Hakenkreuz-Schmierereien, Selfies mit Hitlergruß oder abgesägte Gedenkbäume: Aggressives Verhalten in Gedenkstätten nimmt seit einigen Jahren zu. Ein Historiker sieht klare Zusammenhänge zum Kurs einer Partei.
Übergriffe in KZ-Gedenkstätten und AfD-Propaganda hängen nach Worten des Historikers Jens-Christian Wagner miteinander zusammen. Der “eine oder andere Neonazi” könne sich von Äußerungen von AfD-Vertretern zu Störungen “ermutigt fühlen”, sagte Wagner der “Süddeutschen Zeitung” (Montag).

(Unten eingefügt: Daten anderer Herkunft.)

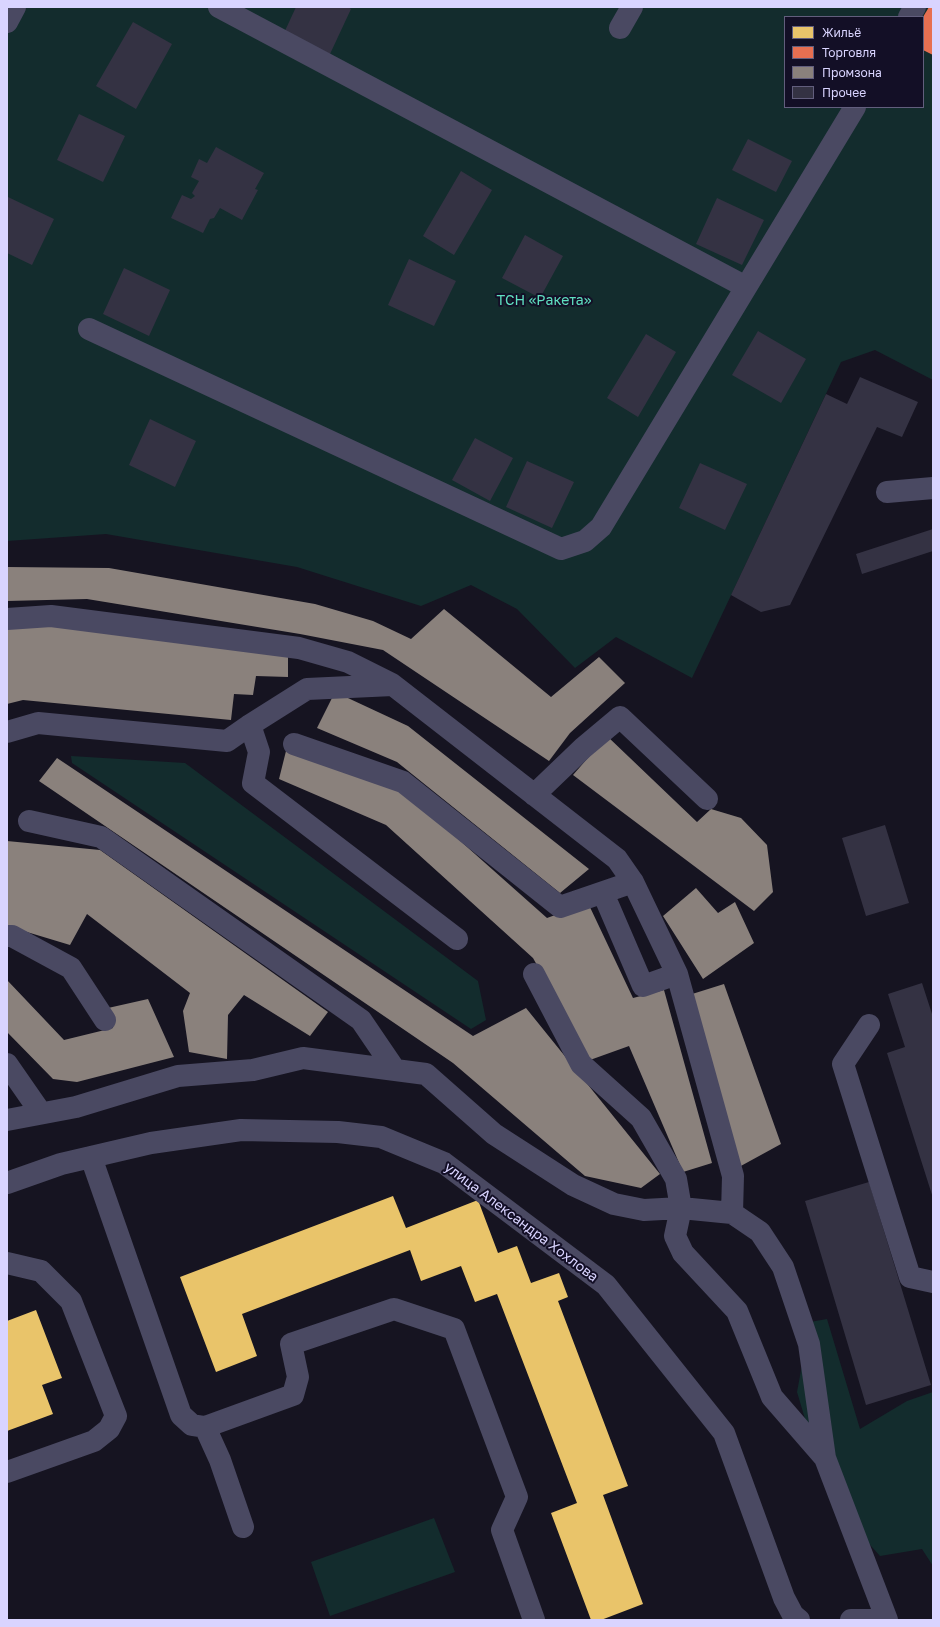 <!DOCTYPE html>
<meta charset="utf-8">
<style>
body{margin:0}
#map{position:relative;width:940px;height:1627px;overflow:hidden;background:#161421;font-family:"Golos Text",sans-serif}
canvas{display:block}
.frame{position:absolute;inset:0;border:8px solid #d9d4ff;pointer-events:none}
.legend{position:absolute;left:784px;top:16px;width:140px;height:92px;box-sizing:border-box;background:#130f26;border:1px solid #625e7d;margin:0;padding:5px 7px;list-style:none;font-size:12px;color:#d9d4ff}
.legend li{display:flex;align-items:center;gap:8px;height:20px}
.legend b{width:20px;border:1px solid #625e7d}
</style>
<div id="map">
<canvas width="940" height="1627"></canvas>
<div class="frame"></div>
<ul class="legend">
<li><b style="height:11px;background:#e9c46a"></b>Жильё</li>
<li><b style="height:11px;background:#e76f51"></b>Торговля</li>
<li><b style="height:11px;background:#8a817c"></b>Промзона</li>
<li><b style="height:11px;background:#343243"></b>Прочее</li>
</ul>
</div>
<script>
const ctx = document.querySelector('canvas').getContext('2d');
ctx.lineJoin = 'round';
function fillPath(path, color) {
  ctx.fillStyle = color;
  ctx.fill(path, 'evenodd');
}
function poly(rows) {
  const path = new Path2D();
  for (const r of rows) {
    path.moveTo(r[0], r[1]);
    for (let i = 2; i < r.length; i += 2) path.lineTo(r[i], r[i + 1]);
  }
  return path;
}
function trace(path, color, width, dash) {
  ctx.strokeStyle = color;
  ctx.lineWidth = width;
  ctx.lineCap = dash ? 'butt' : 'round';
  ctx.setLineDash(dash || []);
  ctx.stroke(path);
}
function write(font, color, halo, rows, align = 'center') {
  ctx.font = font + ' "Golos Text",sans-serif';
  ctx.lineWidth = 4;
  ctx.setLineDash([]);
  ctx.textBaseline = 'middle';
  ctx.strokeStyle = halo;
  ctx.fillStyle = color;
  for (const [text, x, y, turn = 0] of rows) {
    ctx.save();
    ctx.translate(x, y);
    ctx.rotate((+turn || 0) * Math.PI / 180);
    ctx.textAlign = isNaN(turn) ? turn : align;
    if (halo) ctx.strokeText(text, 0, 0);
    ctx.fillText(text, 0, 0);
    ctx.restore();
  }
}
fillPath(poly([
 [7,7,933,7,933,380,875,350,841,362,692,678,616,637,575,668,517,609,471,585,421,606,297,567,106,534,7,541],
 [785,17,923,17,923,107,785,107],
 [71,756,185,763,478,981,486,1020,471,1029,72,763],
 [827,1319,860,1429,907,1401,933,1392,933,1566,922,1549,880,1556,829,1499,797,1392,810,1322],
 [434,1518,455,1572,330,1616,311,1562]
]), '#132c2d');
fillPath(poly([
 [393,1196,406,1228,478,1200,498,1253,517,1246,531,1283,559,1273,568,1297,558,1301,628,1486,603,1495,643,1604,601,1620,591,1620,551,1513,577,1503,497,1294,475,1302,461,1266,421,1281,410,1250,242,1314,257,1356,216,1372,180,1277],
 [36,1310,62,1378,42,1385,53,1414,7,1431,7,1321]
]), '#e9c46a');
fillPath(poly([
 [929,7,933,7,933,55,923,50,923,17]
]), '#e76f51');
fillPath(poly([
 [7,567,109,568,315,604,373,621,411,639,444,609,551,697,599,657,625,683,570,733,549,761,383,650,300,634,87,599,7,601],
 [47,623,288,653,288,677,256,676,253,695,234,694,231,720,23,700,7,704,7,628],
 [335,692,408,726,589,869,560,893,397,762,317,728],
 [607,736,697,822,711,809,741,818,767,845,773,892,754,911,573,775],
 [287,747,403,790,547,918,588,903,633,998,664,990,712,1163,683,1172,629,1046,590,1060,533,958,386,825,279,779],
 [57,758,473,1036,526,1008,660,1174,641,1188,585,1176,453,1063,39,781],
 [7,841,100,850,328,1012,310,1036,244,995,228,1015,227,1059,189,1052,183,1011,190,993,87,914,70,945,7,926],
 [696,888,718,913,735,902,754,943,703,979,663,916],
 [7,980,64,1040,113,1028,108,1008,148,999,174,1057,77,1082,53,1079,7,1032],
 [724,984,781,1144,739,1167,689,995]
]), '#8a817c');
fillPath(poly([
 [296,7,348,7,351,9,330,54,284,33],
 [133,22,172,44,136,109,96,86],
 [79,114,125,136,103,182,57,160],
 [748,139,792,161,776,192,732,170],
 [216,147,264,173,255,189,258,190,242,220,220,208,214,218,210,219,203,233,171,218,182,195,191,199,195,196,192,193,199,181,191,177,199,159,207,163],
 [461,171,492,190,454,255,423,236],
 [8,197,54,219,32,265,7,253],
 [717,198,764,220,742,265,696,244],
 [525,235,563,256,540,298,502,278],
 [409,259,456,281,434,326,388,305],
 [124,268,170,290,149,336,103,314],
 [758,331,806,359,781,403,732,375],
 [646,334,676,352,638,417,607,398],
 [860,377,918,402,902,437,877,427,790,605,761,612,731,595,826,394,847,404],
 [150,419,196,441,175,487,129,465],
 [475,438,513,458,490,501,452,480],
 [527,461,574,482,552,528,506,507],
 [700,463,747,484,725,530,679,508],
 [933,529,933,551,862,574,856,554],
 [885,825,909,903,866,916,842,838],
 [922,983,933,1017,933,1198,887,1053,905,1047,888,994],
 [869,1182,931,1385,866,1405,805,1201]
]), '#343243');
trace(poly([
 [219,7,746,287],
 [909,17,915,7],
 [7,22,15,7],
 [620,28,632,7],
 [89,329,561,549,585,541,601,527,855,107],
 [887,492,933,488],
 [7,619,51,616,299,648,348,662,392,684],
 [250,725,259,752,253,783,457,939],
 [7,732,38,723,227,741,250,725,307,689,393,685,617,859,633,882,677,974,733,1176,732,1213],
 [294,744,403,782,560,907,633,882],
 [534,795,583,748,620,717,707,799],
 [29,821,101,837,361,1020,395,1070],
 [603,893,643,986,677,974],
 [7,936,12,936,71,968,105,1020],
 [534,974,581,1064,641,1118,676,1179,681,1208,675,1236,683,1253,737,1311,772,1397,825,1458],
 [869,1025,843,1064,910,1277,933,1282],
 [7,1064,41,1113],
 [7,1120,76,1107,178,1076,253,1070,303,1058,426,1074,494,1134,573,1185,614,1204,644,1210,681,1208,732,1213,760,1232,783,1267,809,1344,825,1458,887,1620],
 [91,1157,181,1415,192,1425,205,1427,293,1395,298,1377,291,1344,394,1309,454,1329,517,1497,502,1530,534,1620],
 [7,1183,61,1164,151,1143,241,1130,338,1132,381,1137,444,1163,606,1285,724,1433,784,1598,793,1615,799,1620],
 [7,1263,41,1271,71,1301,116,1416,109,1429,94,1441,7,1472],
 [205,1427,220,1460,243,1527],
 [851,1620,872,1620]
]), '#4a4962', 22);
write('14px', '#5fe0c0', '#130f26', [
 ["ТСН «Ракета»",544,301]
]);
write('14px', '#d9d4ff', '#130f26', [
 ["улица Александра Хохлова",521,1222,37]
]);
</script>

Die Partei greife die Arbeit der Gedenkstätten immer wieder an und nutze beispielsweise den rechtsextremen Propagandabegriff eines “Schuldkultes”.
Seit 2015 seien “die Übergriffe wieder deutlich massiver geworden”, erklärte der Leiter der KZ-Gedenkstätte Buchenwald. Führungen würden gestört, es gebe Hakenkreuz-Schmierereien und weitere Zerstörungen. So seien etwa 50 von 250 Bäumen abgesägt worden, die die Lebenshilfe Weimar zum Gedenken an die Opfer des KZ Buchenwald gepflanzt hatte. “Neonazis schreien in den Gedenkstätten ‘Heil Hitler’ oder fotografieren sich mit Hitlergruß vor dem Krematorium oder dem Lagertor.”
Die AfD diskreditiere die Erinnerungskultur “kontinuierlich und relativ systematisch”, sagte Wagner. Beispielhaft nannte er unter anderem die Forderung des thüringischen AfD-Vorsitzenden Björn Höcke nach einer “180-Grad-Wende” in der Erinnerungspolitik. “Der Geschichtsrevisionismus gehört definitiv zur DNA und zum ideologischen Kern der AfD.”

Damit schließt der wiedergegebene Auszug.